Dort angekommen, wies man mir tatsächlich den Weg. Nur fand ich an der angegebenen Stelle kein Hostel und keine Pension… Ich fragte an Ort und Stelle in einem geschmackvoll eingerichteten Restaurant nach. Und ein junger Mann aus der einzigen Gruppe von Gästen zog sich nach kurzem Überlegen die Jacke an, um mit mir loszugehen und mir ein billiges Hotel zu zeigen. Wir marschierten los – aber ganz woanders hin, als ich es erwartet hatte. Am Ziel angekommen, verweigerte uns der Portier den Einlass. Es schien sich um eine Art “Hotel-Internat” zu handeln. Und da nützte auch das beste Verhandlungsgeschick meines neuen Freundes Dimitar nichts: Selbst wenn der Präsident Amerikas käme, gebe es für ihn hier keinen Platz, war die Auskunft des pflichtbewussten Eingangswächters.

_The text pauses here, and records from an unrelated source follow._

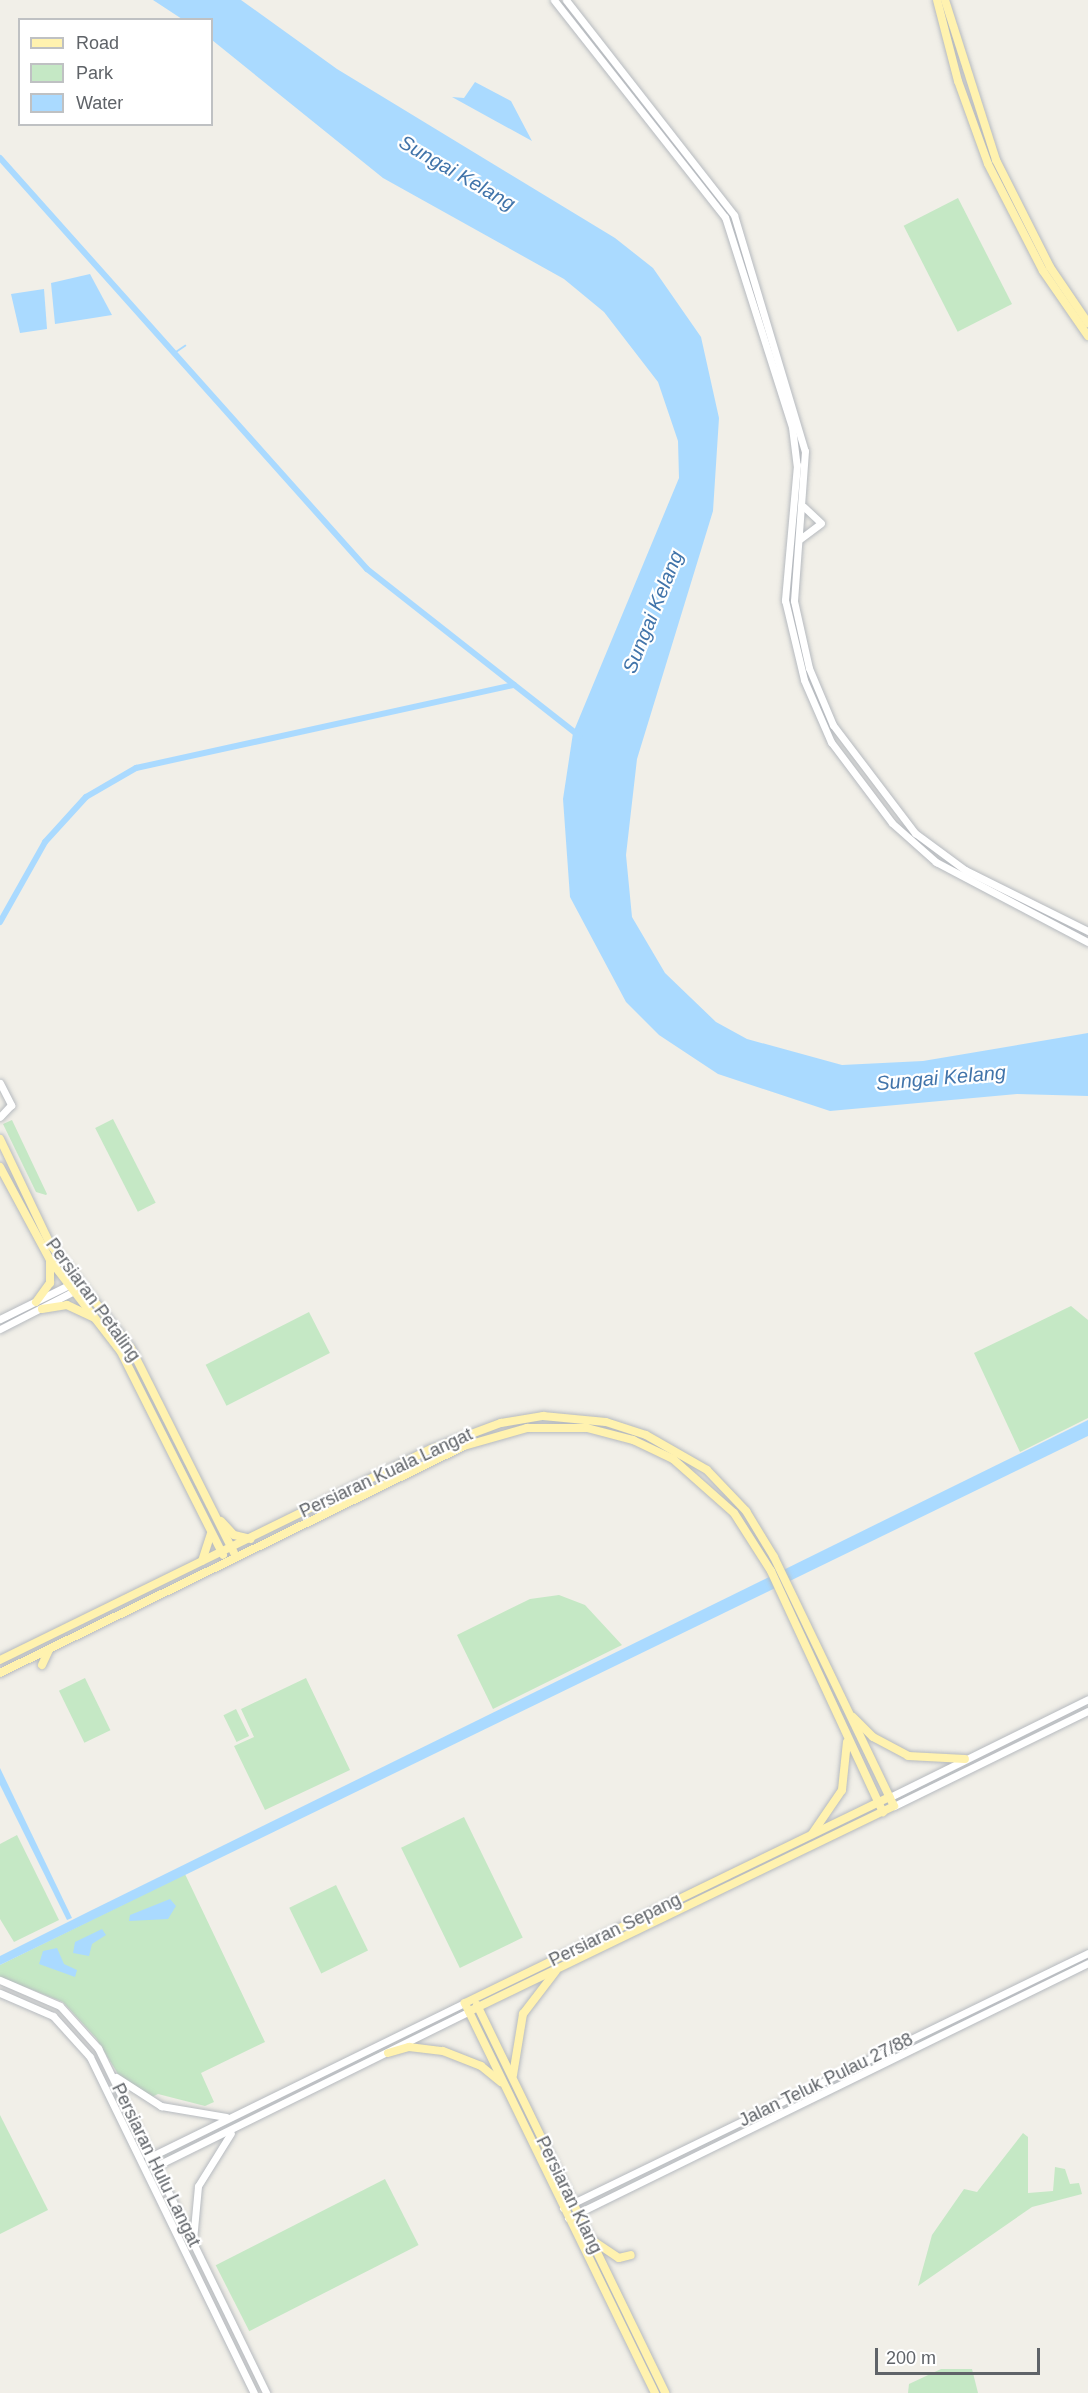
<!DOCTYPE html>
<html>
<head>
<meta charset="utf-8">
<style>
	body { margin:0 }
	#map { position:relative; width:1088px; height:2393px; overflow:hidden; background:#f1efe8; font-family:Arial,sans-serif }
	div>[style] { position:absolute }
	.green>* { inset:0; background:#c5e8c5; transform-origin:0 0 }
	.water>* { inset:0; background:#aadaff }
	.stream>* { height:1.5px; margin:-0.75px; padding:0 0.75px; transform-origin:0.75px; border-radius:0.75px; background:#aadaff }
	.canal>* { height:6px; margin:-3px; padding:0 3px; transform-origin:3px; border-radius:3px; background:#aadaff }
	.roads { filter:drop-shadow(0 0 2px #b6babf) drop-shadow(0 0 2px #b6babf) }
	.secondary>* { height:7px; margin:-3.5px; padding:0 3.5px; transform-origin:3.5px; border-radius:3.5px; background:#fff }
	.primary>* { height:8px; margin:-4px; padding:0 4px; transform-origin:4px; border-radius:4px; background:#fff2af }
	span { translate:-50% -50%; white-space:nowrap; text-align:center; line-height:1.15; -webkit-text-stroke:4.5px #fff; paint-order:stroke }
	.street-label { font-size:18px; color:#5f6368 }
	.water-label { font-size:20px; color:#4174aa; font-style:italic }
	.legend { position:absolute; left:18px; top:18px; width:195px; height:108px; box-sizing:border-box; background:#fff; border:2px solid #bfc1c3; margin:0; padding:8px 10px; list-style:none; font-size:18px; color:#5f6368 }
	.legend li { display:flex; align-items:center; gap:12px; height:30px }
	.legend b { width:30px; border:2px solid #bfc1c3 }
	.scale { position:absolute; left:875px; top:2348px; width:165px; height:27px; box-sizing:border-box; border:3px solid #5f6368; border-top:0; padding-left:8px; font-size:18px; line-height:21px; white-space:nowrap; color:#5f6368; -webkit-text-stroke:4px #fff; paint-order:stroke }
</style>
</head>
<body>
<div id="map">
	<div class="green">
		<div style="left:958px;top:198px;width:119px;height:61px;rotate:63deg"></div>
		<div style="left:113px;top:1119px;width:94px;height:20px;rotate:63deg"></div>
		<div style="clip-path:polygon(12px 1120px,47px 1194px,46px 1195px,36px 1192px,3px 1124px)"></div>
		<div style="clip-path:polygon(1071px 1306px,1088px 1320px,1088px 1418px,1020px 1452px,974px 1353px)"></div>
		<div style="left:309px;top:1312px;width:46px;height:116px;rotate:63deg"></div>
		<div style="clip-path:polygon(559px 1595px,585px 1605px,622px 1645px,493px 1709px,457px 1635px,530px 1599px)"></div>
		<div style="left:85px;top:1678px;width:58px;height:29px;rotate:64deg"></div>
		<div style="clip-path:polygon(306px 1678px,350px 1770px,265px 1810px,234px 1746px,254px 1737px,241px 1709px)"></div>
		<div style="left:236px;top:1709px;width:30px;height:14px;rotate:64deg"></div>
		<div style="left:464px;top:1817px;width:134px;height:70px;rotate:64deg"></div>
		<div style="clip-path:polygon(17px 1835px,59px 1920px,14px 1942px,0 1919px,0 1844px)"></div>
		<div style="clip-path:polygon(185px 1874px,265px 2042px,201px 2073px,214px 2102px,205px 2106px,158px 2094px,150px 2098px,121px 2079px,96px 2038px,63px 2002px,0 1977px,0 1965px)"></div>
		<div style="left:336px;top:1885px;width:73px;height:52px;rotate:64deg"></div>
		<div style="clip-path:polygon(0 2115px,48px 2210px,0 2234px)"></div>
		<div style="clip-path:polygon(1023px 2133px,1028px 2137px,1028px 2193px,1053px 2191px,1055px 2167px,1065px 2169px,1070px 2184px,1079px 2183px,1082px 2194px,1032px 2207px,918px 2286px,932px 2235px,964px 2189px,977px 2192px)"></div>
		<div style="left:385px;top:2179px;width:74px;height:190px;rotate:63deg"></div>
		<div style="clip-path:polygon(941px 2369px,972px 2369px,978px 2393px,908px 2393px,909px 2384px)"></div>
	</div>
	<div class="water">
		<div style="clip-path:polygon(153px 0,241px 0,337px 69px,615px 238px,653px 268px,701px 337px,719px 418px,713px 511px,637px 759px,626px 855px,632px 917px,665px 973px,716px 1022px,747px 1039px,842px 1065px,923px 1061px,1088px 1033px,1088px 1096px,1017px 1094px,830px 1111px,718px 1074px,659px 1035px,626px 1002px,570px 897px,563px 799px,573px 733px,679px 478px,678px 441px,658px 382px,604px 312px,564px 279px,383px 178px,212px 40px,212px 20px,182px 19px)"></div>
		<div style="clip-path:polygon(475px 82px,511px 101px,532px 141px,452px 97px,464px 98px)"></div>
		<div style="clip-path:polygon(90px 274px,112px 315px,55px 324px,51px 283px)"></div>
		<div style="clip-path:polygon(44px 289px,47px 329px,20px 333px,11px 294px)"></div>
		<div style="clip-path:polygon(1088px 1420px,1088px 1436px,0 1965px,0 1956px,90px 1911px)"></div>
		<div style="clip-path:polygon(0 1768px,72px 1918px,67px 1920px,0 1785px)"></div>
		<div style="clip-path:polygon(170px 1899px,176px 1906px,168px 1919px,129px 1921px,130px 1915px)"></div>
		<div style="clip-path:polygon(102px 1929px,106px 1935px,92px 1944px,89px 1956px,73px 1953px,75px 1942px)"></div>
		<div style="clip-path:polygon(57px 1948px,64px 1964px,77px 1970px,75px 1977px,39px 1964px,43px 1951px)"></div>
	</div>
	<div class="stream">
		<div style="left:176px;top:352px;width:11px;rotate:-34deg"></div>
	</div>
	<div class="canal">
		<div style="left:0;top:158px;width:551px;rotate:48.24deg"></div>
		<div style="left:367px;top:569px;width:270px;rotate:38.2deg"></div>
		<div style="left:0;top:922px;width:92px;rotate:-60.6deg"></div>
		<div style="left:45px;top:842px;width:61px;rotate:-47.7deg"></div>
		<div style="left:86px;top:797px;width:58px;rotate:-30.1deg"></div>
		<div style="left:136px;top:768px;width:387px;rotate:-12.4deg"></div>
	</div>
	<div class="roads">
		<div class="secondary">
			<div style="left:554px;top:0;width:276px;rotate:51.8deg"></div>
			<div style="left:725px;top:217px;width:220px;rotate:72.3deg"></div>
			<div style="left:792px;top:427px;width:38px;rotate:83deg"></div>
			<div style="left:797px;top:465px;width:136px;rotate:95.1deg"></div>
			<div style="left:785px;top:600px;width:82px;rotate:76.6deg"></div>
			<div style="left:804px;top:680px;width:68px;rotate:66.5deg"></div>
			<div style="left:831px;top:742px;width:101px;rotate:53deg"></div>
			<div style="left:892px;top:823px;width:59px;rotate:41.6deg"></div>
			<div style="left:936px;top:862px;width:172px;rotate:27.8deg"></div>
			<div style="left:566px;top:0;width:273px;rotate:52deg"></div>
			<div style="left:734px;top:215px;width:246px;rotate:73.3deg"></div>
			<div style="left:805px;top:451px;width:150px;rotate:94.2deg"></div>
			<div style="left:794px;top:601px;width:69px;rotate:77.4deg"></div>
			<div style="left:809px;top:668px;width:62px;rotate:67.2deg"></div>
			<div style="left:833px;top:725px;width:136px;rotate:52.8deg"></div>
			<div style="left:915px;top:833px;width:62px;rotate:36.5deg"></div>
			<div style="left:965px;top:870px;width:137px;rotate:26.4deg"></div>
			<div style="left:804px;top:507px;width:23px;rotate:43deg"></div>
			<div style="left:800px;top:539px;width:26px;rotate:-37deg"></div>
			<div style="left:0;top:1083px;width:25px;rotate:63deg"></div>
			<div style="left:11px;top:1105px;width:16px;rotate:133deg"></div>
			<div style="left:0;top:1319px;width:88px;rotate:-26.3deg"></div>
			<div style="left:0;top:1329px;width:94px;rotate:-27.1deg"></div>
			<div style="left:890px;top:1797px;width:221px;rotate:-26.3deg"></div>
			<div style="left:894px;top:1806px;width:216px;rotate:-26.1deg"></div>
			<div style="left:0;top:1980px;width:65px;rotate:23.4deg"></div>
			<div style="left:60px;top:2006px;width:57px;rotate:47.9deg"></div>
			<div style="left:98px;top:2048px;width:384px;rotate:64deg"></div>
			<div style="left:0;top:1993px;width:58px;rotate:23.5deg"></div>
			<div style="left:53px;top:2016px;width:55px;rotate:47.9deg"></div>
			<div style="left:90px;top:2057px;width:374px;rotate:64deg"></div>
			<div style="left:116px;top:2077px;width:54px;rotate:32.8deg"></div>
			<div style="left:161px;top:2106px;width:66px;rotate:9.6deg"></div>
			<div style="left:148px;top:2158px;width:353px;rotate:-26.1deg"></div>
			<div style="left:154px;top:2167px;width:352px;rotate:-26.3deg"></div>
			<div style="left:563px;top:2208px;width:584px;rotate:-25.91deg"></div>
			<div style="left:568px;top:2218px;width:579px;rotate:-26.12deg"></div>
			<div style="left:193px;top:2240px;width:54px;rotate:-84.7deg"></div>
			<div style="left:198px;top:2186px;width:62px;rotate:-58.1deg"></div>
		</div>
		<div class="primary">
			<div style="left:937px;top:0;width:84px;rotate:75.5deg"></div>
			<div style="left:958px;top:81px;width:88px;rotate:70.1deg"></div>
			<div style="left:988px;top:164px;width:120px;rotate:62.8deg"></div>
			<div style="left:1043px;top:271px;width:79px;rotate:55.3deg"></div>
			<div style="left:945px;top:0;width:168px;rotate:72.3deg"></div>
			<div style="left:996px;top:160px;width:120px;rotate:63.2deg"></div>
			<div style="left:1050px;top:267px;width:68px;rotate:55.8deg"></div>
			<div style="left:0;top:1139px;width:116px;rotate:64.5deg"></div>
			<div style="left:50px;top:1244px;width:132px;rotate:52.1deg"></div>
			<div style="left:131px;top:1348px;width:229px;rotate:63.3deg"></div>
			<div style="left:0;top:1167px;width:106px;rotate:61.7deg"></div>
			<div style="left:50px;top:1260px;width:116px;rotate:52.3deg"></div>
			<div style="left:121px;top:1352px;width:227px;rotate:63.3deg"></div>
			<div style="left:36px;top:1302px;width:24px;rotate:-54deg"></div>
			<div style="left:50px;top:1283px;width:22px;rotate:-90deg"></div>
			<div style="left:42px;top:1309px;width:25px;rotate:-9deg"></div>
			<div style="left:67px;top:1305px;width:29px;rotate:25deg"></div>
			<div style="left:221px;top:1521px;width:19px;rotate:47deg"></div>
			<div style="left:234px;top:1535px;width:17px;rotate:13deg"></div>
			<div style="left:202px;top:1561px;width:29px;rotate:-72deg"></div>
			<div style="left:0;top:1660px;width:480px;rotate:-26.1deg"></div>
			<div style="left:431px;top:1449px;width:75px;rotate:-20.4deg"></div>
			<div style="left:501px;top:1423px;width:43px;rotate:-9.5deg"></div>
			<div style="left:543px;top:1416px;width:63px;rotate:5.4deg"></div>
			<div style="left:606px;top:1422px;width:42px;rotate:18deg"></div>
			<div style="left:646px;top:1435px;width:70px;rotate:29.8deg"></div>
			<div style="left:707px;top:1470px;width:57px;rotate:46.4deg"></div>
			<div style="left:746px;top:1511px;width:54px;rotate:58.7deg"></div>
			<div style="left:774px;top:1557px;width:276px;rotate:64.3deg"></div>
			<div style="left:894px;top:1806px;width:472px;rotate:154.2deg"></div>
			<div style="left:42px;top:1665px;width:17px;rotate:-65deg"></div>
			<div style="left:0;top:1673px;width:517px;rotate:-26.07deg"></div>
			<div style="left:464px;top:1446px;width:66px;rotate:-15.9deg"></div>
			<div style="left:527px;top:1428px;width:60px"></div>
			<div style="left:587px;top:1428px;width:48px;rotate:14.6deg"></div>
			<div style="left:633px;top:1440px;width:44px;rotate:25.4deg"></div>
			<div style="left:673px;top:1459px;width:81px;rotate:41.5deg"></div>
			<div style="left:734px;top:1513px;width:69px;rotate:57.5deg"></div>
			<div style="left:771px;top:1571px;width:266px;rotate:65.1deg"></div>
			<div style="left:853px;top:1717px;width:28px;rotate:45deg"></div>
			<div style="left:873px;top:1737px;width:40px;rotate:28deg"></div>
			<div style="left:908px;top:1756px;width:57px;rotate:3deg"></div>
			<div style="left:812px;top:1834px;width:53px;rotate:-55.7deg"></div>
			<div style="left:842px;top:1790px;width:48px;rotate:-84.1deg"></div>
			<div style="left:477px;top:2005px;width:431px;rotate:64.1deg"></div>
			<div style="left:388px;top:2053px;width:22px;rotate:-16deg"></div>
			<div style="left:409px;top:2047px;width:34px;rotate:7deg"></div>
			<div style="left:443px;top:2051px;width:41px;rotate:21.5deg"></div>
			<div style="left:481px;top:2066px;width:26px;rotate:39deg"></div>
			<div style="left:513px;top:2075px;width:62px;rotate:-80.7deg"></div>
			<div style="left:523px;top:2014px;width:54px;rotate:-52.5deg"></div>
			<div style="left:592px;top:2240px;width:32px;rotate:34deg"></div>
			<div style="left:619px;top:2258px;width:12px;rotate:-14deg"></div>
			<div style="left:655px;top:2393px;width:434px;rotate:-116deg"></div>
			<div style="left:465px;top:2003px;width:472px;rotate:-25.9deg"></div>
		</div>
	</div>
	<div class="street-label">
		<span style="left:93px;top:1300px;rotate:54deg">Persiaran Petaling</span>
		<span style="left:386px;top:1473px;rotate:-25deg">Persiaran Kuala Langat</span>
		<span style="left:615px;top:1930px;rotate:-26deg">Persiaran Sepang</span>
		<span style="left:826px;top:2080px;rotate:-26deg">Jalan Teluk Pulau 27/88</span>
		<span style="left:156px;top:2165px;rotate:64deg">Persiaran Hulu Langat</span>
		<span style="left:569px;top:2195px;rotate:64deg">Persiaran Klang</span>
	</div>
	<div class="water-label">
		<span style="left:457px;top:173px;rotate:30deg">Sungai Kelang</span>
		<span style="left:653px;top:612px;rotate:-68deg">Sungai Kelang</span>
		<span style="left:941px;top:1078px;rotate:-5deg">Sungai Kelang</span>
	</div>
	<ul class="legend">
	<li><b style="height:8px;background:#fff2af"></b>Road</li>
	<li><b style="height:16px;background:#c5e8c5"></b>Park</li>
	<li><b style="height:16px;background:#aadaff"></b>Water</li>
	</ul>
	<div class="scale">200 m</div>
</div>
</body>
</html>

Wir gingen jetzt wieder zurück ins Restaurant. Eine kurze Beratung unter den Freunden schien eine Lösung gebracht zu haben, denn wir machten uns erneut auf die Socken. Der Weg (diesmal deutlich länger als unser erster Gang) führte uns zum zweitbesten Hotel am Platz: Hier kostete die Nacht 25 Euro; der “Prunkturm”, in dem ich spaßeshalber auch gefragt hatte, sollte dagegen vergleichsweise preiswerte 30 Euro für den “Standardroom” kosten… Auf einen “Deal” mit reduziertem Preis, den Dimitar anstrebte, ließ sich der Portier aber nicht ein.
Wir machten uns wieder auf und versuchten unser (mein!) Glück noch etwas weiter weg: Da hatten Dimitars Freunde ihm noch ein Hotel beschrieben. Mir war längst sehr unangenehm, dass Dimitar für mich so weit in der Gegend herumrannte, anstatt den Abend mit seinen Freunden zu verbringen – und es störte mich, dass ich mich nicht durchgesetzt hatte mit der Idee, noch ein wenig nach der preiswerten Pension zu suchen, die ja immer noch in der Nähe des Restaurants zu finden sein musste. Nun, das Billighotel, das wir nach längerer “Irrfahrt” tatsächlich fanden, wollte immer noch 20 Euro für die Nacht. Ich hatte 15 Euro als Grenzwert angegeben.
Als wir wieder draußen in der nächtlichen Kälte standen, ging ich davon aus, dass jetzt die Pension angegangen würde. Doch Dimitar erklärte sich stattdessen bereit, mich in seinem bescheidenen (wirklich…) Domizil zu beherbergen! Das war allerdings eine sehr positive Überraschung. Ich dachte: Warum denn nicht gleich so!, und sagte gerne zu.
Bis wir bei meinem Gastgeber zuhause angekommen waren, gegessen und geduscht hatten, war es 0:45. Wir fielen beide ins Bett und schliefen sofort ein. Um 5:45 klingelte dann der Wecker des Hausherrn – der allerdings keine Anstalten machte, ihn abzuschalten. Schließlich übernahm ich das – und von da an alle 10 Minuten bis um 6:30. Von diesem Zeitpunkt an wurden die Intervalle wesentlich kürzer. Um zehn nach sieben stand ich auf; Dimitar folgte gegen halb acht…
Wir hätten also problemlos eineinhalb Stunden länger schlafen können! Um 8:00 Uhr war Dimitar aufbruchbereit – ich auch fast… Das Zusdammenpacken musste jetzt schnell gehen. Draußen auf der Straße haben wir uns herzlich verabschiedet, Dimitar ist Richtung Arbeit entschwunden – und ich habe die 50 Kilometer nach Schmyadowo in Angriff genommen.